California’s cap and trade market is working well so far and our analysis suggests there is a good chance that would continue without changes to the market.  But we also find real risks that the market could tighten and result in large increases in allowance prices.  Such increases would likely make the market politically unsustainable and, in any case, would damage the credibility of this cap and trade market, and probably others.  We urge the Air Resources Board to make the changes proposed in our report in order to greatly reduce or eliminate these risks.  Such changes would be very much in the spirit of pioneering a new path in environmental policy not just by celebrating the successes, but also by learning from the risks and possible failures.

A press release from the Energy Institute on the report can be found here

The final report can be found here as working paper #251

[1] Each gallon of California gasoline is counted as about 0.008 tons of GHG, so the current price around $12/ton translates to about $0.10 per gallon.

[2] To be clear, the 6% chance of exhausting the APCR is a subset of the 18% probability of triggering the APCR.
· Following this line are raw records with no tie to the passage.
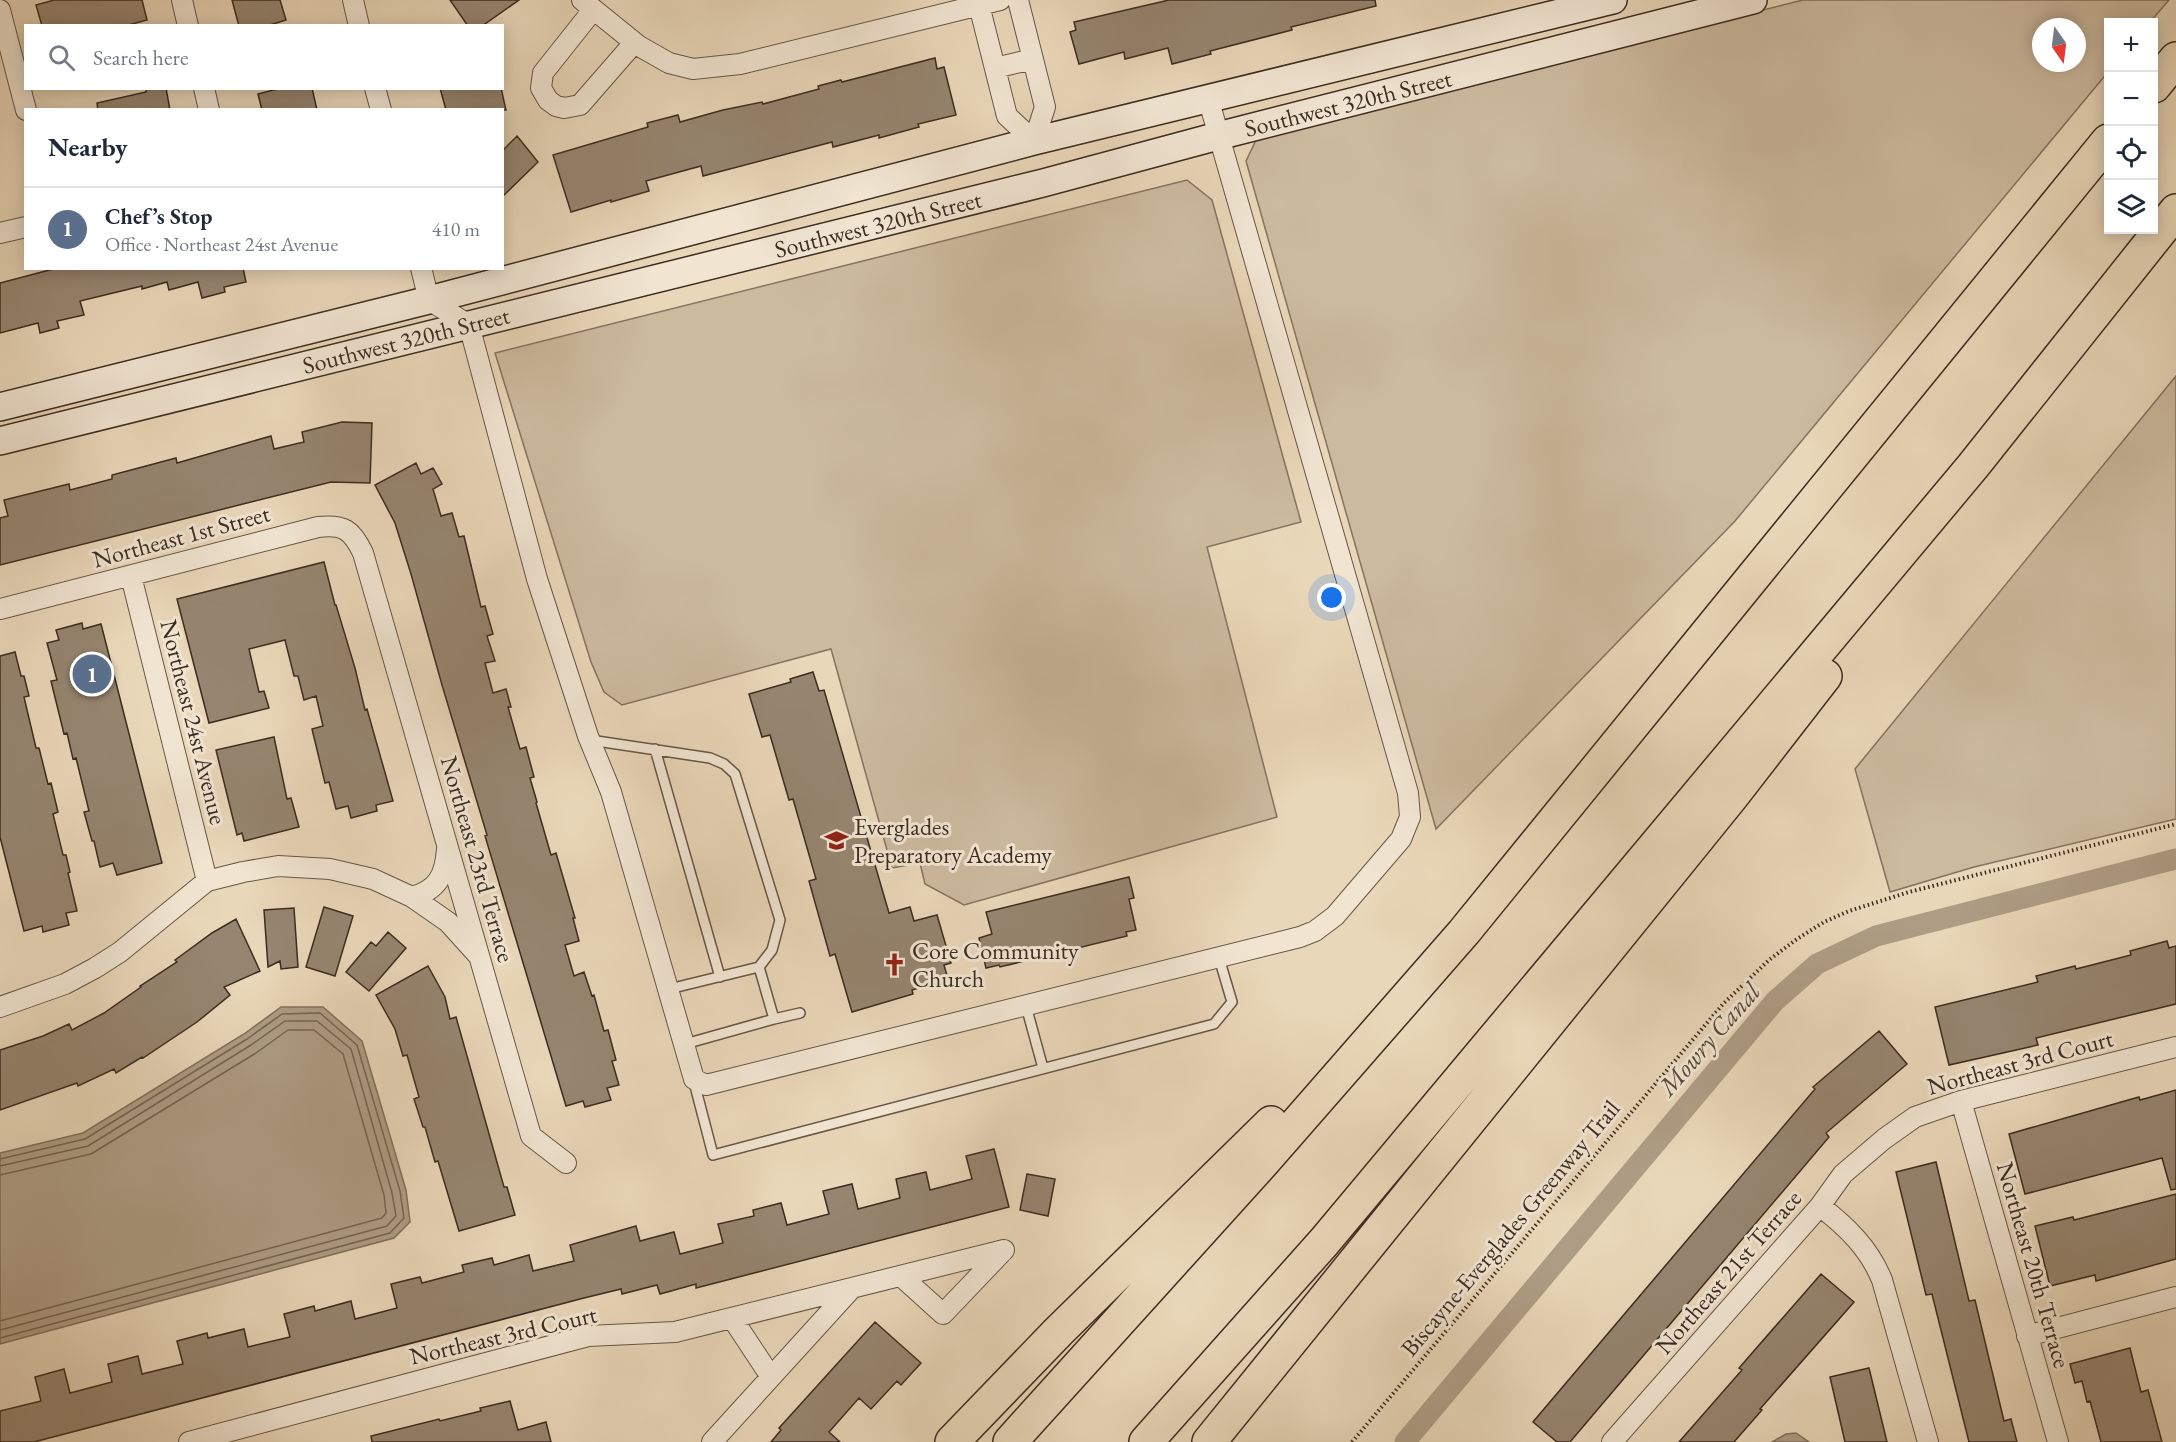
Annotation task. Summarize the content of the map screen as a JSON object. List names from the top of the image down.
{
  "streets": {
    "street": [
      "Southwest 320th Street",
      "Northeast 1st Street",
      "Northeast 24st Avenue",
      "Northeast 23rd Terrace",
      "Northeast 3rd Court",
      "Northeast 20th Terrace",
      "Northeast 21st Terrace"
    ],
    "path": ["Biscayne-Everglades Greenway Trail"]
  },
  "crossings": [
    ["Northeast 1st Street", "Northeast 24st Avenue"],
    ["Northeast 1st Street", "Northeast 23rd Terrace"],
    ["Northeast 3rd Court", "Northeast 20th Terrace"],
    ["Northeast 3rd Court", "Northeast 21st Terrace"]
  ],
  "water": ["Mowry Canal"],
  "places": {
    "school or university": ["Everglades Preparatory Academy"],
    "church": ["Core Community Church"]
  },
  "north": "bottom",
  "page": {
    "map_buttons": ["+", "−"],
    "search": "Search here",
    "heading": "Nearby",
    "list": [
      {
        "mark": "1",
        "name": "Chef’s Stop",
        "note": "Office · Northeast 24st Avenue",
        "value": "410 m"
      }
    ],
    "pins": "1"
  }
}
[3] The concept is very close to what is known as “borrowing” in the cap and trade literature.

Severin Borenstein View All

Severin Borenstein is E.T. Grether Professor of Business Administration and Public Policy at the Haas School of Business. He has published extensively on the oil and gasoline industries, electricity markets and pricing greenhouse gases. His current research projects include the economics of renewable energy, economic policies for reducing greenhouse gases, and alternative models of retail electricity pricing. In 2012-13, he served on the Emissions Market Assessment Committee that advised the California Air Resources Board on the operation of California’s Cap and Trade market for greenhouse gases. Currently, he chairs the California Energy Commission's Petroleum Market Advisory Committee and is a member of the Bay Area Air Quality Management District's Advisory Council.

5 thoughts on “What’s the Worst That Could Happen? Leave a comment

  1. I much appreciate the approach in this analysis, focusing on the range of potential outcomes and the drivers of those outcomes. This is how most policy analysis should be done rather than choosing a single point forecast that most assuredly will be wrong.
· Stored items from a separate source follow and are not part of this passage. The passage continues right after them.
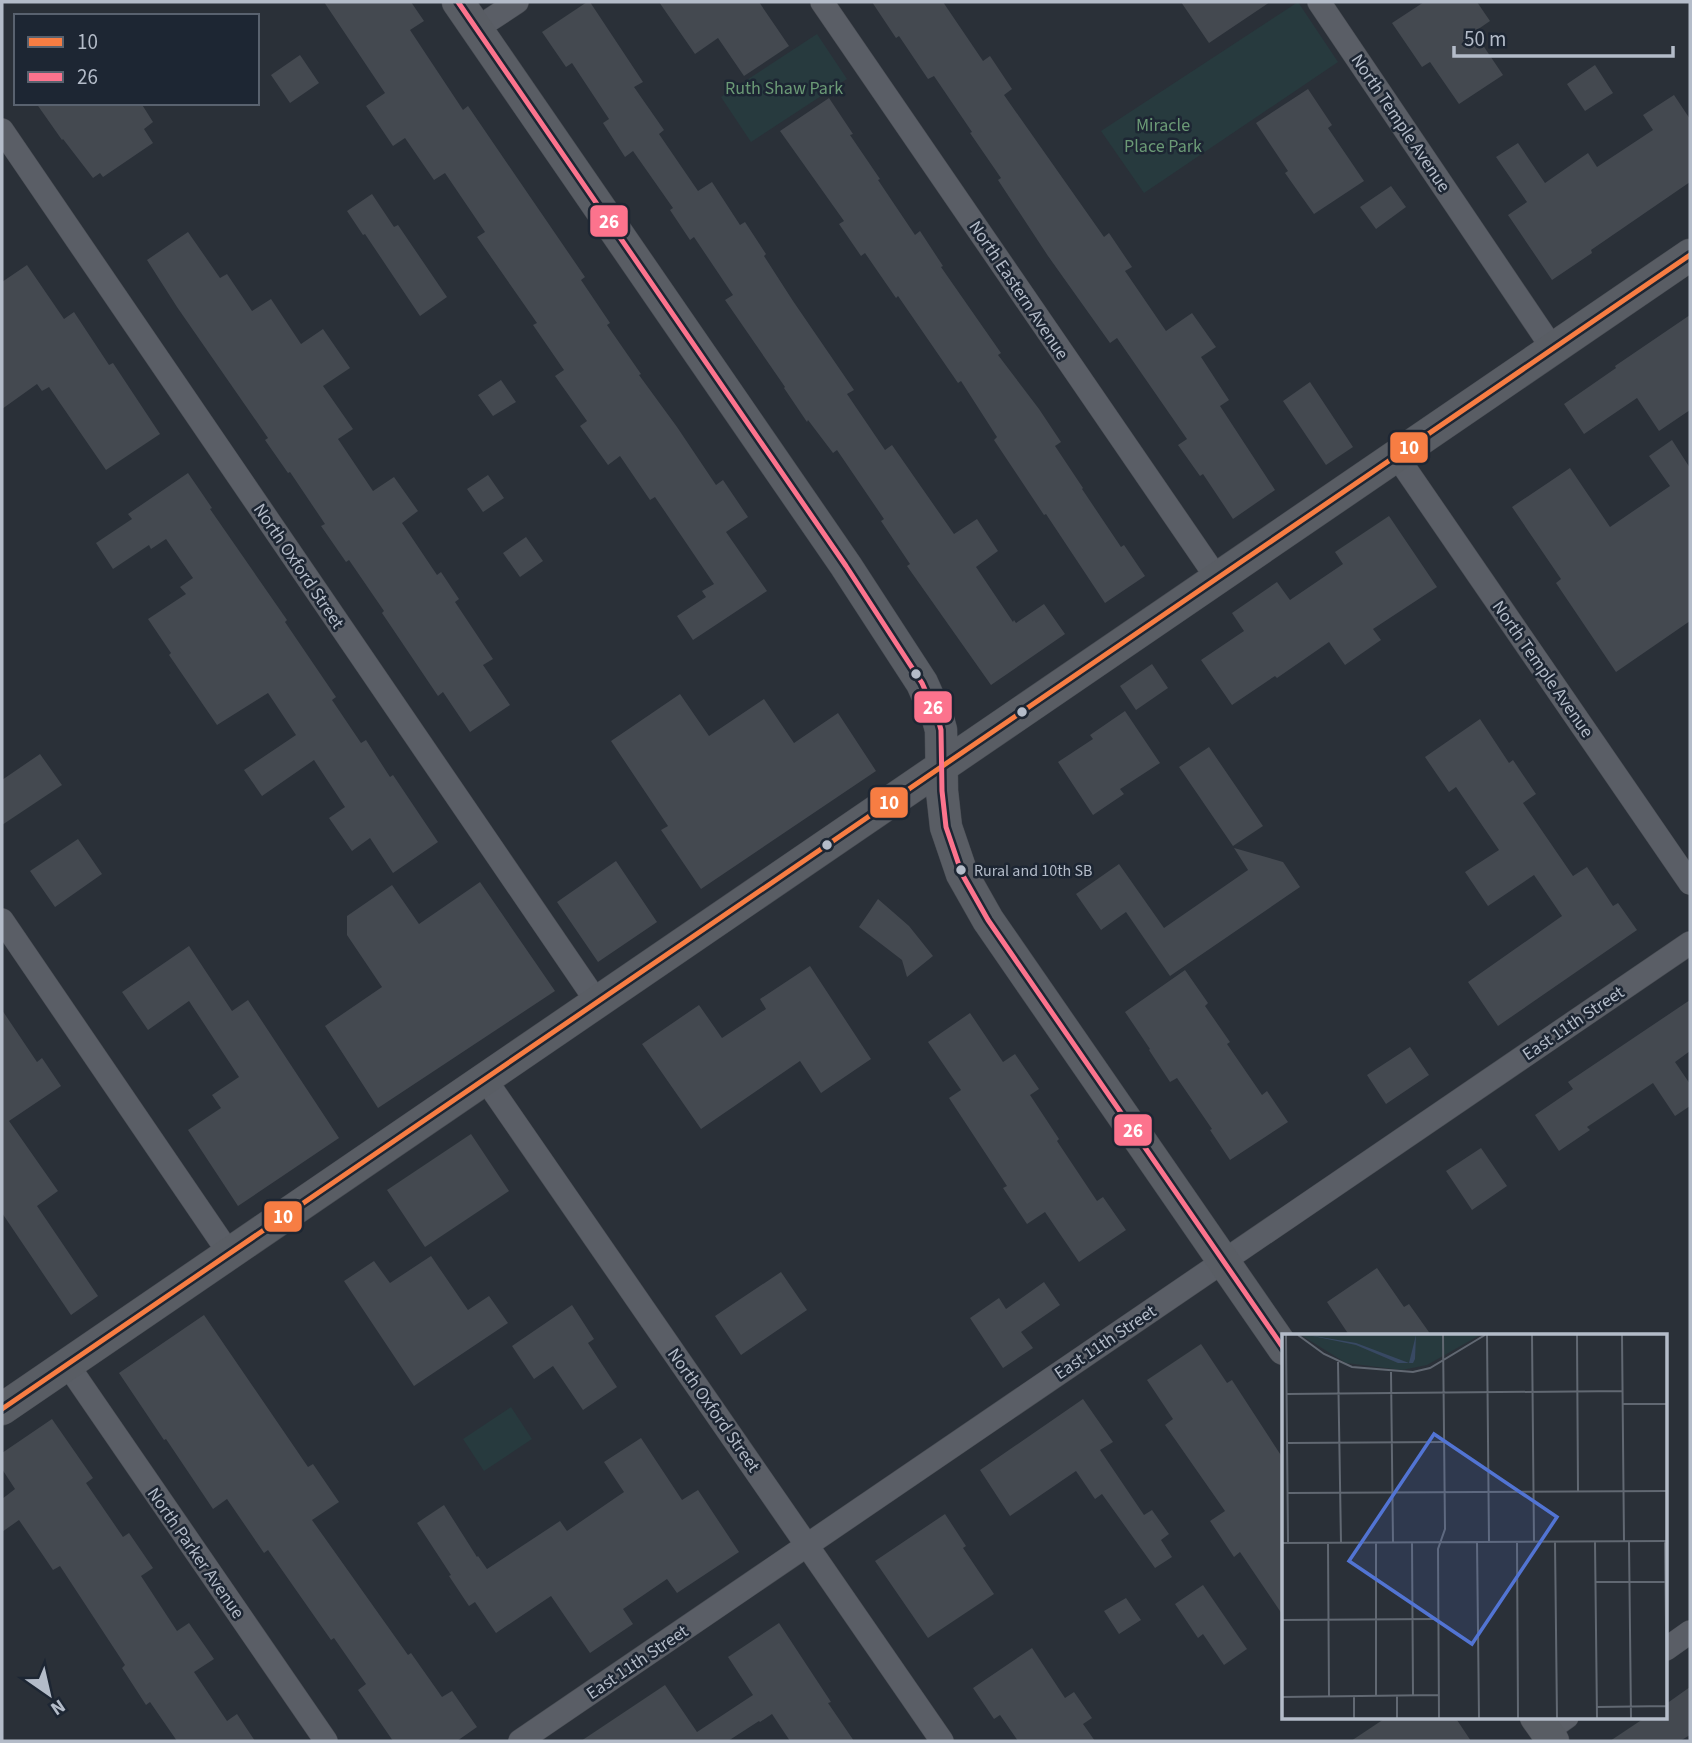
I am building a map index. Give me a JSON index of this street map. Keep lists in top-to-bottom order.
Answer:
{
  "streets": {
    "street": [
      "North Temple Avenue",
      "North Eastern Avenue",
      "North Oxford Street",
      "East 11th Street",
      "North Parker Avenue"
    ]
  },
  "crossings": [
    ["North Oxford Street", "East 11th Street"]
  ],
  "parks": ["Ruth Shaw Park", "Miracle Place Park"],
  "places": ["Rural and 10th SB"],
  "lines": ["transit line 26", "transit line 10"],
  "legend": ["10", "26"],
  "scale_bar": "50 m",
  "north": "bottom right"
}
    However, I have an important reservation: It is not possible to place probabilities on future events that are embedded with “deep uncertainty” (see for example: Assuming that past events driven by complex, changing underlying circumstances (more reflective of chaos than a Markov process) are a good predictor of future outcomes is not a proper representation for policy makers.

    This analysis progresses towards a more appropriate presentation that focuses on the vulnerabilities in the system, the consequences or risks with those vulnerabilities, and proposing solutions that might mitigate those risks. But I think being upfront about an inability to place quantitative probabilities would be more honest.